Wie unkritisch das Regierungspräsidium das in schwierige geologische Schichten eingreifende Infiltrationskonzept der Bahn einschätzt und dabei die Bedenken einer Fachbehörde ignoriert, zeigt auch der Hinweis (S.84) auf den Brunnen 202 (Ecke Werastr. / Sängerstaffel) als Notbrunnen. Das Amt für Umweltschutz hatte jedoch ausdrücklich in seiner Stellungnahme vom 31.07.2013 (S.20 Nr.3.4.4.) auf Stilllegung dieses Brunnen wegen der Gefahr von Hohlraumbildung durch Sulfatauslaugung wegen des vorhandenen Gips votiert: “ Brunnen 202 ist unter dauerhaftem Verzicht einer Infiltration in das Grundwassermonotoringprogramm (Beweissicherung Wasser) aufzunehmen.“ Die Bahn hatte dagegen in den Planänderungsunterlagen (hier) das von der Fachbehörde der Stadt bereits 2009 angesprochene Risiko schlicht relativiert. Weitere Informationen dazu finden Sie in unserem Beitrag „Keine blauen Rohre über dem Schützenplatz“.

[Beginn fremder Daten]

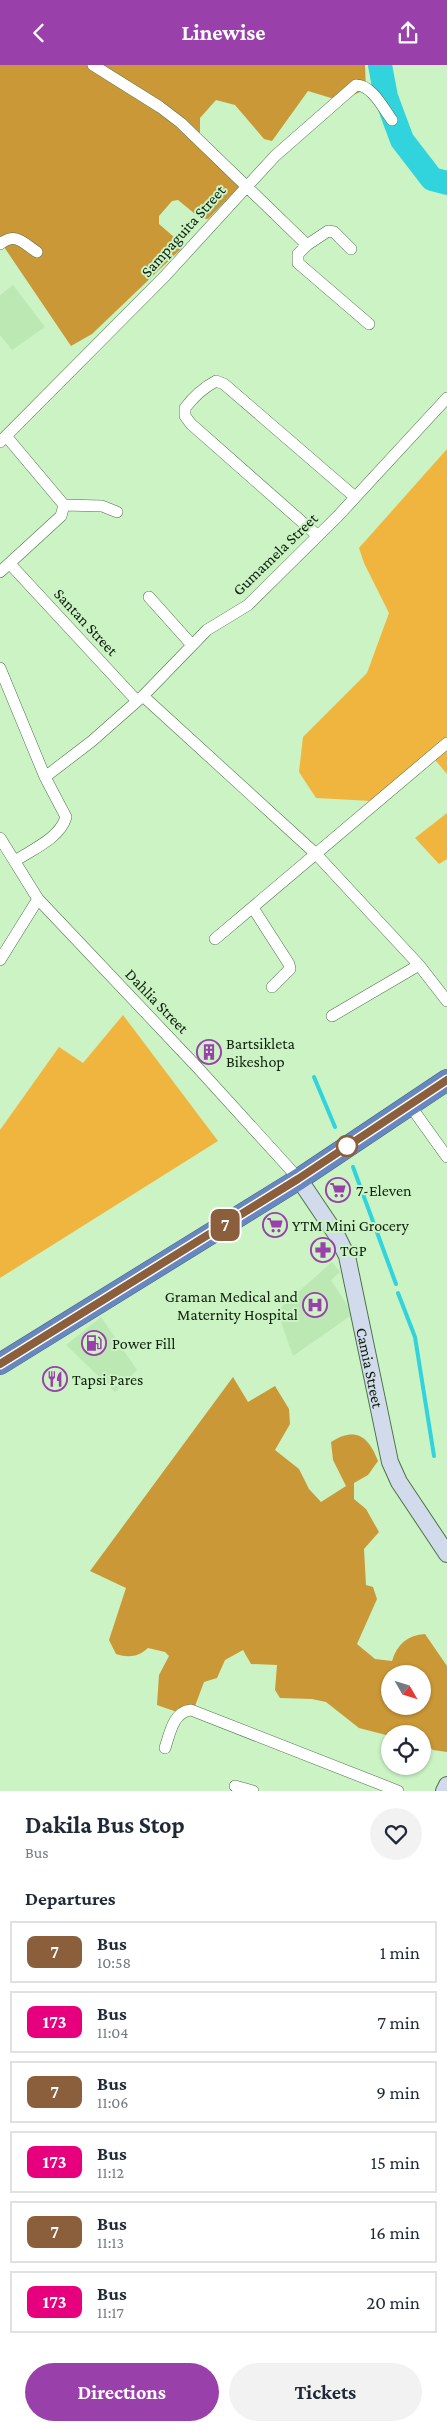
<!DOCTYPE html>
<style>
:root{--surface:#fff;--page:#f2f2f3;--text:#1f2937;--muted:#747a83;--line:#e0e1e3;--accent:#9940ab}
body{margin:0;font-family:"Crimson Pro",serif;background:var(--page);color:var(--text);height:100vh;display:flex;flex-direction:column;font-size:19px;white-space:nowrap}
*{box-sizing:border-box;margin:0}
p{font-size:16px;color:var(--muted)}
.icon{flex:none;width:28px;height:28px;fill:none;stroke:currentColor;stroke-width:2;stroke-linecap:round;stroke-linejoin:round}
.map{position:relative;height:1726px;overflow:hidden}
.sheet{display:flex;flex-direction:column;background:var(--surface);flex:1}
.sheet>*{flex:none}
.badge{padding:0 10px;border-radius:8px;font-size:18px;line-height:32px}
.needle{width:32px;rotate:129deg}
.fabs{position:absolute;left:381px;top:1600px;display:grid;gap:10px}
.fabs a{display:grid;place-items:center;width:50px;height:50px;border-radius:50%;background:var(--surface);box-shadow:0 1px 4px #0004;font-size:25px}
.map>.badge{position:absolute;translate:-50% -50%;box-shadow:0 0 0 2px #fff}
h2{padding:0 25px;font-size:19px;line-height:45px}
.round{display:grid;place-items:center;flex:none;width:52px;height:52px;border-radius:26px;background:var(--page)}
.headline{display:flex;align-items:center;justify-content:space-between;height:85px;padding:0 25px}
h1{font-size:24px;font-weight:700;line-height:38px}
.primary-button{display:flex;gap:10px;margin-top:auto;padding:10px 25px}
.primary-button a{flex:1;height:58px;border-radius:30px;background:var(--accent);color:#fff;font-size:20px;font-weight:700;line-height:58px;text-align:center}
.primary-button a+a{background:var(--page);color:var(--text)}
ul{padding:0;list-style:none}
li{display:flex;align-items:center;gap:15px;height:62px;margin:0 10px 8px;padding:0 15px;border:2px solid var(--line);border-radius:0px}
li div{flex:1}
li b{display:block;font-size:19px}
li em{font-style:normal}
li .badge{min-width:55px;font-weight:700;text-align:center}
header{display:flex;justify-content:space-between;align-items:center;height:65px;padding:0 25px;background:var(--accent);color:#fff;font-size:22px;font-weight:700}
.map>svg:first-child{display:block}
.built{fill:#bce8b4}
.green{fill:#f0b53f}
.forest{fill:#ca9837;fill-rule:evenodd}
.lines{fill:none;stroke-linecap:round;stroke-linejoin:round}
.stream{stroke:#31d4dd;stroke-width:4}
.river{stroke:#31d4dd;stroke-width:24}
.street-casing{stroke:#4e7248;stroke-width:12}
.secondary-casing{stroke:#4e7248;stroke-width:18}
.highway-casing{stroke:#486382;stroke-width:22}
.street{stroke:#fff;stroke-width:11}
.secondary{stroke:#d1dbec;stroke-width:16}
.highway{stroke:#6687c0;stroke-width:21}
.line-casing{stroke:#fff;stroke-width:11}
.line{stroke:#8b5e3c;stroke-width:8}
.stop-dot{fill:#fff;stroke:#8b5e3c;stroke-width:2.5}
.labels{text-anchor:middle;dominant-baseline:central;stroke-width:4;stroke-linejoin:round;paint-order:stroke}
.street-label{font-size:16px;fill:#101f0e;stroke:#cbf3c4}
.poi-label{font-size:16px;fill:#101f0e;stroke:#cbf3c4;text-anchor:start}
</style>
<header><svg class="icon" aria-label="back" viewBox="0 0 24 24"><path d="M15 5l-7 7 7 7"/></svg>Linewise<svg class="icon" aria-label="share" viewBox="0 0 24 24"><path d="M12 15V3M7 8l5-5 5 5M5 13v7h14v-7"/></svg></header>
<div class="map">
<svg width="447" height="1726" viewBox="0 0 447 1726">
<rect width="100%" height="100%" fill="#cbf3c4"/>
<path class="built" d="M13,220L45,262L12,285L0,270V230Z
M332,1197L340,1207L331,1215L353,1249L293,1291L277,1246Z
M101,1252L137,1305L115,1327L66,1280Z"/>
<path class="green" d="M447,384V709L431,690L371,736L316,733L299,707L303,672L367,608L389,548L364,498L359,483Z
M447,748V794L439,799L415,773Z
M123,950L218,1076L0,1213V1065L59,982L83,998Z"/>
<path class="forest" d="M0,0H365L366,24L341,36L308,26L272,76L264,74L235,40L216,35L200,53V69L238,113V123L208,154L200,153L178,135L172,136L159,151V159L182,179V183L92,269L71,281L0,176Z
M233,1312L248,1337L275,1321L289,1344L290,1359L275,1385L299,1404L309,1424L321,1437L346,1421L333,1395L331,1377C356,1361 369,1372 378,1396L368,1410L354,1418V1434L366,1444L379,1467L364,1484L366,1520L373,1522L377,1534L357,1579L375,1594L392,1596C397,1579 408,1570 425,1569L447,1601V1687L433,1685L423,1675L422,1669H390V1671L359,1663L326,1637L312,1634L280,1633L275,1625L277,1600L251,1599L243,1585L225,1595L217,1613L204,1617L195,1641L177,1647L157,1640L159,1610L169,1591L165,1587L148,1583C138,1592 129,1593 116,1589L109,1575L126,1523L90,1506ZM390,1609H422V1641H390Z"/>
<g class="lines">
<path class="stream" d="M314,1012L335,1062
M353,1102L396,1219
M398,1228L415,1272L434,1391"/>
<path class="river" d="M380,0L386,32L402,75L432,114L447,118"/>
<defs>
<path id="street" d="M93,0L160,42L181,58L307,180L298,189V198L369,259
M0,179C16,167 22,177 37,187
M307,180L328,166L334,167L351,184
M0,377L165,211L275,91L356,20C372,20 383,43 392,55
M64,440L102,441L117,447
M318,471L191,359L185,351V343C194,331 203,323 216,316L224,319L355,432
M10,499L137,636
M0,507L61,451L64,440L6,371
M149,532L192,580
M0,603L45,712L66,752C60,773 33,784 15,796
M143,631L316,789L419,900L447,936
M45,712L92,676L143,631L207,565L248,540L338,451L447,333
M0,773L38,834L198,1003L299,1114
M253,843L289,899L290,904L272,922
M215,874L447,678
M0,895L38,834
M332,951L419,900
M409,1039L447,1092
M165,1683C170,1668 173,1647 191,1645L398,1726
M235,1721L253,1726"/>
<g id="secondary">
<path id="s1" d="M299,1114L336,1169L347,1191L390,1397L399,1417L447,1489"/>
<path d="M444,1726L447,1720"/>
</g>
<path id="highway" d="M0,1299L299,1114L447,1015"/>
</defs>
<use href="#street" class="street-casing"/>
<use href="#secondary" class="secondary-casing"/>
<use href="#highway" class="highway-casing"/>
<use href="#street" class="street"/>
<use href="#secondary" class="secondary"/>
<use href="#highway" class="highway"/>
</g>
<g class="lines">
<defs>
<path id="line" d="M0,1299L298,1114L447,1015"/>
</defs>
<use href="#line" class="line-casing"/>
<use href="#line" class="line"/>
</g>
<defs>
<symbol id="building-ring" viewBox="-11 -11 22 22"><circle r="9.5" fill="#cbf3c4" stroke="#9940ab" stroke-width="1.5"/><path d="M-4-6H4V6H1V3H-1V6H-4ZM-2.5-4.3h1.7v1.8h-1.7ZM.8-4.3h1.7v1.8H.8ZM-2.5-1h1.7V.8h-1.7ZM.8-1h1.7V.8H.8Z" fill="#9940ab"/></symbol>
<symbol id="supermarket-ring" viewBox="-11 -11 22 22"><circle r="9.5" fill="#cbf3c4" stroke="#9940ab" stroke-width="1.5"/><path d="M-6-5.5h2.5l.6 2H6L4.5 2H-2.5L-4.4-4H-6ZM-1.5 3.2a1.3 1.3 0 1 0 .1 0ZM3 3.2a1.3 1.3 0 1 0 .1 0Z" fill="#9940ab"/></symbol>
<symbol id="pharmacy-ring" viewBox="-11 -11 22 22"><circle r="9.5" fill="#cbf3c4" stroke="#9940ab" stroke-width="1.5"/><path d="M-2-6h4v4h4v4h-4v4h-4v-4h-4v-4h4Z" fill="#9940ab"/></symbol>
<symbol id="hospital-ring" viewBox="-11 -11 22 22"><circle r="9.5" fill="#cbf3c4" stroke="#9940ab" stroke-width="1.5"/><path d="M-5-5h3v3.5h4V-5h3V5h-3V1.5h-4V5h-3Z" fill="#9940ab"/></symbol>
<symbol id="fuel-ring" viewBox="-11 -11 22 22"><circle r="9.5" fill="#cbf3c4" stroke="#9940ab" stroke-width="1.5"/><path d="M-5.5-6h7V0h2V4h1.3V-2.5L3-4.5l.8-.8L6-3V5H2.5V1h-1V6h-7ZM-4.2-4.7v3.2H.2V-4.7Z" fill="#9940ab"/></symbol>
<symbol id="restaurant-ring" viewBox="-11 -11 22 22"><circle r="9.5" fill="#cbf3c4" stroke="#9940ab" stroke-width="1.5"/><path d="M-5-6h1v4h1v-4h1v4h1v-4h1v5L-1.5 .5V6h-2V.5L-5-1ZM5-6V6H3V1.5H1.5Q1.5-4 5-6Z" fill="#9940ab"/></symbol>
</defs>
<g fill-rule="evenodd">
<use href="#building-ring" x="195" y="973" width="28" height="28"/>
<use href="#supermarket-ring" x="324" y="1111" width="28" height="28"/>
<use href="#supermarket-ring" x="261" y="1146" width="28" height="28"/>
<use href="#pharmacy-ring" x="309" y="1171" width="28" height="28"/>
<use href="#hospital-ring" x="301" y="1226" width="28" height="28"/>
<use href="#fuel-ring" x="80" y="1264" width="28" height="28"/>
<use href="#restaurant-ring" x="41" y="1300" width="28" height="28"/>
</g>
<circle class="stop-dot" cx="347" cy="1081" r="10"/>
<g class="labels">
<g class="street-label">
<text transform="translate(183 166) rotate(-48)">Sampaguita Street</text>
<text transform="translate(275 489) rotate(-44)">Gumamela Street</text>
<text transform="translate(86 557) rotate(47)">Santan Street</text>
<text transform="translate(157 936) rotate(46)">Dahlia Street</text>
<text stroke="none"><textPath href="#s1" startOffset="205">Camia Street</textPath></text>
</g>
<g class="poi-label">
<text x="226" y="978">Bartsikleta<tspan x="226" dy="18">Bikeshop</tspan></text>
<text x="356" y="1125">7-Eleven</text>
<text x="292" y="1160">YTM Mini Grocery</text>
<text x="340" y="1185">TGP</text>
<text x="298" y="1231" text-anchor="end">Graman Medical and<tspan x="298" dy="18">Maternity Hospital</tspan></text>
<text x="112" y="1278">Power Fill</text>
<text x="72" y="1314">Tapsi Pares</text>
</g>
</g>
</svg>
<div class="fabs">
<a><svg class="needle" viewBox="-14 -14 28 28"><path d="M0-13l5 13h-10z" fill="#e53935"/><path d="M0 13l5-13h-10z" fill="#747a83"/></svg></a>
<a><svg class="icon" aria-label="locate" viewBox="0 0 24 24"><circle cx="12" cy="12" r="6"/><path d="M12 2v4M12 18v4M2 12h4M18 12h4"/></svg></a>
</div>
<b class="badge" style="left:225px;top:1160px;background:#8b5e3c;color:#fff">7</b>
</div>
<section class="sheet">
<div class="headline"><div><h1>Dakila Bus Stop</h1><p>Bus</p></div><a class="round"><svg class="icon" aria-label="heart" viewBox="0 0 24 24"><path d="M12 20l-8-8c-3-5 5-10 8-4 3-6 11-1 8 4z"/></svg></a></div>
<h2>Departures</h2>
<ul>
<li><span class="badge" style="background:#8b5e3c;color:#fff">7</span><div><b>Bus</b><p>10:58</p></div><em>1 min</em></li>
<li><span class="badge" style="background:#e6007e;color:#fff">173</span><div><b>Bus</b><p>11:04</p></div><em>7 min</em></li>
<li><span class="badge" style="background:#8b5e3c;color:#fff">7</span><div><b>Bus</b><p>11:06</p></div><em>9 min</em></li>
<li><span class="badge" style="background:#e6007e;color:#fff">173</span><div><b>Bus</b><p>11:12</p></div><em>15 min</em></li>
<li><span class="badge" style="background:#8b5e3c;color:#fff">7</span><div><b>Bus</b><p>11:13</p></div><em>16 min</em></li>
<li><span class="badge" style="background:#e6007e;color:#fff">173</span><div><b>Bus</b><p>11:17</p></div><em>20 min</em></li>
</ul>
<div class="primary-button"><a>Directions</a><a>Tickets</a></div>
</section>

Udate: Nach Meldungen der beiden Stuttgarter Zeitungen (StZ 1/ StZ 2 ) ist die Klage des Eigentümers abgewiesen worden. Vor Gericht konnte er nicht nachweisen, dass sein Gebäude durch die Planänderungen zusätzlich beeinträchtigt sei. Wenn man den Tenor des Berichterstattungen zusammenfasst, so war der Auftritt der Klägerseite vor Gericht, die ohne den eigentlichen Gutachter angetreten sind,  leider nicht überzeugend. Wer sich über die vorgetragenen Argumente informieren möchte, dem sei der Bericht der Kläger- seite (hier) empfohlen.